What you need to do => Restate the whole of the data verbatim, omitting nothing.

Stored data entries =>
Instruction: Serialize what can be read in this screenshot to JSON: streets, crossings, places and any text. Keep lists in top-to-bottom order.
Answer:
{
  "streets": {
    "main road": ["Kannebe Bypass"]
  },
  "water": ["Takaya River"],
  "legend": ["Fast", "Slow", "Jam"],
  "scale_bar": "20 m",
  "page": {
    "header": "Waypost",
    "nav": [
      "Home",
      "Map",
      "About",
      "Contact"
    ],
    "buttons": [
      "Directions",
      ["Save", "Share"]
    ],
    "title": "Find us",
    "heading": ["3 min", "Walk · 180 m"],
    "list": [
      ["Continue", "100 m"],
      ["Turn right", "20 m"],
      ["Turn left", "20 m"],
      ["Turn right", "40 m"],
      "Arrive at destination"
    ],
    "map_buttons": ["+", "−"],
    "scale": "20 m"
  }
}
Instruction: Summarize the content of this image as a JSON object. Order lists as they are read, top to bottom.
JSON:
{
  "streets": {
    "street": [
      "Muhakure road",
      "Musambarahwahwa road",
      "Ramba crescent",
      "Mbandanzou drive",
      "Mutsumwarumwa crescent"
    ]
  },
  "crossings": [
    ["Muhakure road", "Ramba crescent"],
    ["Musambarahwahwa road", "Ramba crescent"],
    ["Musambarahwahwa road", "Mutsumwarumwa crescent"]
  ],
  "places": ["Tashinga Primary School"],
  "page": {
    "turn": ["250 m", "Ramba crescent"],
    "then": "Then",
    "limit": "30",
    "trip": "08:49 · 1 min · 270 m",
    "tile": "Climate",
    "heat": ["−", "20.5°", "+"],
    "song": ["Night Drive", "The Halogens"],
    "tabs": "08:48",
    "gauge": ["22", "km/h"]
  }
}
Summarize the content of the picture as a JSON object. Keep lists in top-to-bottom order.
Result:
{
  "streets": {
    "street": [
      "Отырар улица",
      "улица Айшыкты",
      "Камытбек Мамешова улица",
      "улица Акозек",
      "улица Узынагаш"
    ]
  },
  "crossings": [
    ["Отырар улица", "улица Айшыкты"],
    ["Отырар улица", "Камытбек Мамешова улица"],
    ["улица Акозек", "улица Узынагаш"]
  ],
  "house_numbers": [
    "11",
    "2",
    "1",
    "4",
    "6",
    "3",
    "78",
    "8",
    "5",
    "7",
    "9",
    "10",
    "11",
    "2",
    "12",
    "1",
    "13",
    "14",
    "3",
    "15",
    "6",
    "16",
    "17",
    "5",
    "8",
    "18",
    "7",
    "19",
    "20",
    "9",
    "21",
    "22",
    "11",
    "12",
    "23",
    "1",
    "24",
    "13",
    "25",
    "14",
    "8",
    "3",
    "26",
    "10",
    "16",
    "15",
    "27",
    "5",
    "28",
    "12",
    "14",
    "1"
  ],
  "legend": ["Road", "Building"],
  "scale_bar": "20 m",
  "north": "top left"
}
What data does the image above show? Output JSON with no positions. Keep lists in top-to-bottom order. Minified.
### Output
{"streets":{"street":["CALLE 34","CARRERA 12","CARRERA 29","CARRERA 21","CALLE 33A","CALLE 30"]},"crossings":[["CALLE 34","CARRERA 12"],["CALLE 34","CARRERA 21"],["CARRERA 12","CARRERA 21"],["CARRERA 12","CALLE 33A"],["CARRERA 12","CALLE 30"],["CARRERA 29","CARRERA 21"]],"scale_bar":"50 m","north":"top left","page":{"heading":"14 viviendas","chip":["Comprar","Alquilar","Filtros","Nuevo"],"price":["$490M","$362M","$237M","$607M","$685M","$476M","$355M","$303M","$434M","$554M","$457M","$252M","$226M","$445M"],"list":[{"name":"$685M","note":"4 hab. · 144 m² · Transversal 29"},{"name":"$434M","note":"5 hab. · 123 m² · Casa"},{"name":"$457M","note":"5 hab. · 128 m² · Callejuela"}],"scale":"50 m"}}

Answer box =>
Instruction: Serialize what can be read in this screenshot to JSON: streets, crossings, places and any text. Keep lists in top-to-bottom order.
Answer:
{
  "streets": {
    "main road": ["Kannebe Bypass"]
  },
  "water": ["Takaya River"],
  "legend": ["Fast", "Slow", "Jam"],
  "scale_bar": "20 m",
  "page": {
    "header": "Waypost",
    "nav": [
      "Home",
      "Map",
      "About",
      "Contact"
    ],
    "buttons": [
      "Directions",
      ["Save", "Share"]
    ],
    "title": "Find us",
    "heading": ["3 min", "Walk · 180 m"],
    "list": [
      ["Continue", "100 m"],
      ["Turn right", "20 m"],
      ["Turn left", "20 m"],
      ["Turn right", "40 m"],
      "Arrive at destination"
    ],
    "map_buttons": ["+", "−"],
    "scale": "20 m"
  }
}
Instruction: Summarize the content of this image as a JSON object. Order lists as they are read, top to bottom.
JSON:
{
  "streets": {
    "street": [
      "Muhakure road",
      "Musambarahwahwa road",
      "Ramba crescent",
      "Mbandanzou drive",
      "Mutsumwarumwa crescent"
    ]
  },
  "crossings": [
    ["Muhakure road", "Ramba crescent"],
    ["Musambarahwahwa road", "Ramba crescent"],
    ["Musambarahwahwa road", "Mutsumwarumwa crescent"]
  ],
  "places": ["Tashinga Primary School"],
  "page": {
    "turn": ["250 m", "Ramba crescent"],
    "then": "Then",
    "limit": "30",
    "trip": "08:49 · 1 min · 270 m",
    "tile": "Climate",
    "heat": ["−", "20.5°", "+"],
    "song": ["Night Drive", "The Halogens"],
    "tabs": "08:48",
    "gauge": ["22", "km/h"]
  }
}
Summarize the content of the picture as a JSON object. Keep lists in top-to-bottom order.
Result:
{
  "streets": {
    "street": [
      "Отырар улица",
      "улица Айшыкты",
      "Камытбек Мамешова улица",
      "улица Акозек",
      "улица Узынагаш"
    ]
  },
  "crossings": [
    ["Отырар улица", "улица Айшыкты"],
    ["Отырар улица", "Камытбек Мамешова улица"],
    ["улица Акозек", "улица Узынагаш"]
  ],
  "house_numbers": [
    "11",
    "2",
    "1",
    "4",
    "6",
    "3",
    "78",
    "8",
    "5",
    "7",
    "9",
    "10",
    "11",
    "2",
    "12",
    "1",
    "13",
    "14",
    "3",
    "15",
    "6",
    "16",
    "17",
    "5",
    "8",
    "18",
    "7",
    "19",
    "20",
    "9",
    "21",
    "22",
    "11",
    "12",
    "23",
    "1",
    "24",
    "13",
    "25",
    "14",
    "8",
    "3",
    "26",
    "10",
    "16",
    "15",
    "27",
    "5",
    "28",
    "12",
    "14",
    "1"
  ],
  "legend": ["Road", "Building"],
  "scale_bar": "20 m",
  "north": "top left"
}
What data does the image above show? Output JSON with no positions. Keep lists in top-to-bottom order. Minified.
### Output
{"streets":{"street":["CALLE 34","CARRERA 12","CARRERA 29","CARRERA 21","CALLE 33A","CALLE 30"]},"crossings":[["CALLE 34","CARRERA 12"],["CALLE 34","CARRERA 21"],["CARRERA 12","CARRERA 21"],["CARRERA 12","CALLE 33A"],["CARRERA 12","CALLE 30"],["CARRERA 29","CARRERA 21"]],"scale_bar":"50 m","north":"top left","page":{"heading":"14 viviendas","chip":["Comprar","Alquilar","Filtros","Nuevo"],"price":["$490M","$362M","$237M","$607M","$685M","$476M","$355M","$303M","$434M","$554M","$457M","$252M","$226M","$445M"],"list":[{"name":"$685M","note":"4 hab. · 144 m² · Transversal 29"},{"name":"$434M","note":"5 hab. · 123 m² · Casa"},{"name":"$457M","note":"5 hab. · 128 m² · Callejuela"}],"scale":"50 m"}}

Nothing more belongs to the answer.